**WORK TO COMPLETE:** Copy each line of the records below that has "write" in it.

**AVAILABLE DATA:**
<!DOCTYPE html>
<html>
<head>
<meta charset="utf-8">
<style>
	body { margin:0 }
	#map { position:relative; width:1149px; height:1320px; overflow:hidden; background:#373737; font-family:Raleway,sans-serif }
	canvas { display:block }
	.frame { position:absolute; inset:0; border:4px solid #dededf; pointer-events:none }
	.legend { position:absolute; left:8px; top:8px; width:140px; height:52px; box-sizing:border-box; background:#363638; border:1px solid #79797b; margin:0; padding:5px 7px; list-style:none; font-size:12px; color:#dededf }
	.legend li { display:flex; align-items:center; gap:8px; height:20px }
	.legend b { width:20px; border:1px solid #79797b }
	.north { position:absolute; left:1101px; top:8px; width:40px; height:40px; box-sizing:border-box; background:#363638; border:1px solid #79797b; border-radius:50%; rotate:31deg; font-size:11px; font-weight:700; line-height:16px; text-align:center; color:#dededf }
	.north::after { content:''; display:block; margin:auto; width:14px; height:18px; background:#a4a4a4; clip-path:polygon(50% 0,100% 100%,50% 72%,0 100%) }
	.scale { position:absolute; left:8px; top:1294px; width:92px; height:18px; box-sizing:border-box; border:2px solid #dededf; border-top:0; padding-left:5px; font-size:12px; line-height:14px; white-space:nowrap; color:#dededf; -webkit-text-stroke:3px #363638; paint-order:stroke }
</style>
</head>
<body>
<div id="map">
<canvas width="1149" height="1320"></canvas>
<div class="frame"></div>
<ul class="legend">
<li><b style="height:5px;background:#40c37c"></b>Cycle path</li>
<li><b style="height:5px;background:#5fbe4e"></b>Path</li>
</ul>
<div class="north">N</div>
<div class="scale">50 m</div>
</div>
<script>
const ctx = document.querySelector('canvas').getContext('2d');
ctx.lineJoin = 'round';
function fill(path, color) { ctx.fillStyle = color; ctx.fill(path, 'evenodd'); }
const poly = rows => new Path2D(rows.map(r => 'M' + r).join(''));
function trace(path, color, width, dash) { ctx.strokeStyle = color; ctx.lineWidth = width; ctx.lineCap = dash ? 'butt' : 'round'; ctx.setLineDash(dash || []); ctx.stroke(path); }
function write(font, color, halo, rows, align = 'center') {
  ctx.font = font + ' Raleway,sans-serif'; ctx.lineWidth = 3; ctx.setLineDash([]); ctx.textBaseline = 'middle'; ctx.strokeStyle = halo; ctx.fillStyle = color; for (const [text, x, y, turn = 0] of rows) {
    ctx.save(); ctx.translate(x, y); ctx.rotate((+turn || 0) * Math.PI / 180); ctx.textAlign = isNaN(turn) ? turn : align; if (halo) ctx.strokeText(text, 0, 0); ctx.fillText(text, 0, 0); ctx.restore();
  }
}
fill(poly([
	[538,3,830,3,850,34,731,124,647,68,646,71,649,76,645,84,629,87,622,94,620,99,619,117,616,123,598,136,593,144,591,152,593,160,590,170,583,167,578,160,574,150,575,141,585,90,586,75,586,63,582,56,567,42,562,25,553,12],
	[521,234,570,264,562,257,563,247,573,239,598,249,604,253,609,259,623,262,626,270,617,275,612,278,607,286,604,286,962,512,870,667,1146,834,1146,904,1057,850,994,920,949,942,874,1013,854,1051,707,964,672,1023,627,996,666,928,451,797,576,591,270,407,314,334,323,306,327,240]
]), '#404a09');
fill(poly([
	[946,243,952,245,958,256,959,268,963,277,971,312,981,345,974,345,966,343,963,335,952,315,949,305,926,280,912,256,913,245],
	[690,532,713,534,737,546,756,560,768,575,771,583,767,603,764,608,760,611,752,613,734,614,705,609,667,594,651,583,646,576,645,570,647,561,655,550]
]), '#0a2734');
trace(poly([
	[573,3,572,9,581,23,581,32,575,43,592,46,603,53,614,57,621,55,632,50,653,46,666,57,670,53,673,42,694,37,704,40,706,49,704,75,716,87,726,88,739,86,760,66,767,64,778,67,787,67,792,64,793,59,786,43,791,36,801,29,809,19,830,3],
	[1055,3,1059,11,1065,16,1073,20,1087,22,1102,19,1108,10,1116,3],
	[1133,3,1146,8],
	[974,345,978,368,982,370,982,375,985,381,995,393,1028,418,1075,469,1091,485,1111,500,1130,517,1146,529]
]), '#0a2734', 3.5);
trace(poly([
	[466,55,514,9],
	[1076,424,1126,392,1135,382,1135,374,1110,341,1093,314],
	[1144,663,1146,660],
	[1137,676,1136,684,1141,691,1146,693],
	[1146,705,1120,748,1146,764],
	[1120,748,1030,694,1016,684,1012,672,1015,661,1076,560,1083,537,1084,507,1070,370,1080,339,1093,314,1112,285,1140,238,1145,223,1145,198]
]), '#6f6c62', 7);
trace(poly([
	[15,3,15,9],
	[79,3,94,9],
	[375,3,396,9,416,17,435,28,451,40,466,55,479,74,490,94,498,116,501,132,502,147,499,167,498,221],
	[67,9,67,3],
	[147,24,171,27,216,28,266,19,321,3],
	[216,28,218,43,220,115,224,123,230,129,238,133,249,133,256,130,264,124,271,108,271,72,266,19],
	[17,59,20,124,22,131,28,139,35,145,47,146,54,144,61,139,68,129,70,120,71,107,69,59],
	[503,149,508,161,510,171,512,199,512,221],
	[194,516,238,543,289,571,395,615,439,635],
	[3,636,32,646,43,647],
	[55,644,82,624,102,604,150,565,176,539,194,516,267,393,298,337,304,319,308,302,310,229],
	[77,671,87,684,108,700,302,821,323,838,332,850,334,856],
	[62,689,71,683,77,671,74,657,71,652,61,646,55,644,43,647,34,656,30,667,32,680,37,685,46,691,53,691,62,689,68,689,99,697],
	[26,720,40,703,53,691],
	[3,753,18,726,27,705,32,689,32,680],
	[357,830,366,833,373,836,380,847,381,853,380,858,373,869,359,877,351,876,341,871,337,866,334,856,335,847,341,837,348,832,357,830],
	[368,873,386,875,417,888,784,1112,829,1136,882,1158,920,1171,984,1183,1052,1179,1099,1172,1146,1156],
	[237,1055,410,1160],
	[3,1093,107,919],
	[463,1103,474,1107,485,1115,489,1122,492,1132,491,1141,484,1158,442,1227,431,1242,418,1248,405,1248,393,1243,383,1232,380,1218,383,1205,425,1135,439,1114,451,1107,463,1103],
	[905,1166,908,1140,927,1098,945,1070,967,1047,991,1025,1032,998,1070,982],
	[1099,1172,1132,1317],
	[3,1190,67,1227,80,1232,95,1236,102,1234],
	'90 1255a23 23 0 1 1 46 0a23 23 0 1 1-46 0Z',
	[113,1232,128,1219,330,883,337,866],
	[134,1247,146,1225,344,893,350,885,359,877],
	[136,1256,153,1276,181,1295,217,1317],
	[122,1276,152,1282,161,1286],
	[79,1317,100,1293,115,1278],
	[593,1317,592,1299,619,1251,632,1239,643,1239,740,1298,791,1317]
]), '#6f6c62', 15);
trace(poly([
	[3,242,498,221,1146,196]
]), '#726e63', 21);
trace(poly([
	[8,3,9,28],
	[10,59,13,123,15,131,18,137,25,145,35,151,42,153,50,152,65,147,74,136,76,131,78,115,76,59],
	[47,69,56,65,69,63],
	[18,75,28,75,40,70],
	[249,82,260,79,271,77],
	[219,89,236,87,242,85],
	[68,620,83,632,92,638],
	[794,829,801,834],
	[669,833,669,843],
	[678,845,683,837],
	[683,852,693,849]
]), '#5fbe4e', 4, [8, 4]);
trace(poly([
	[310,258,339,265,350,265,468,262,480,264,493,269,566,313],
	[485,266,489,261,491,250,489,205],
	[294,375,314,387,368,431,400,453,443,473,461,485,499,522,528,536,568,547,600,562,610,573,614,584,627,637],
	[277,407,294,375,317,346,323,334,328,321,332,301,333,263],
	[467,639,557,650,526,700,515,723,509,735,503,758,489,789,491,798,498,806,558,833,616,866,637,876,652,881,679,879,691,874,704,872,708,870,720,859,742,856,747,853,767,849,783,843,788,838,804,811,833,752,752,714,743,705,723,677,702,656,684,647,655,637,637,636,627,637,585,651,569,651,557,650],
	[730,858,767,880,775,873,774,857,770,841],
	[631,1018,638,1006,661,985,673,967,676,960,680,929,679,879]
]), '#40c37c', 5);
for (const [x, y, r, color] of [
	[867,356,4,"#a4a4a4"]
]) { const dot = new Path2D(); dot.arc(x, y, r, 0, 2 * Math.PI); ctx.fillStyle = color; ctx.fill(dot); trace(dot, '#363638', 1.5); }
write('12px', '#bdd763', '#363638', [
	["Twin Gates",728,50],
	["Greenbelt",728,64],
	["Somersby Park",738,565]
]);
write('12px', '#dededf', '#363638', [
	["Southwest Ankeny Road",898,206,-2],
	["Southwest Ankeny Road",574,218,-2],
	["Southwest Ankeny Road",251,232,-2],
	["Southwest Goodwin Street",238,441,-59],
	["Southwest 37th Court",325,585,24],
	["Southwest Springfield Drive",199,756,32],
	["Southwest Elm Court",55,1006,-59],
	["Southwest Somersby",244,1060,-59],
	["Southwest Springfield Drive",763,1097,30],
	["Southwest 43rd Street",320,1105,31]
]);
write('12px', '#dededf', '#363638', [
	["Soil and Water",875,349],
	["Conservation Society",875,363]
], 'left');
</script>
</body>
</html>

**TASK OUTPUT:**
function write(font, color, halo, rows, align = 'center') {
write('12px', '#bdd763', '#363638', [
write('12px', '#dededf', '#363638', [
write('12px', '#dededf', '#363638', [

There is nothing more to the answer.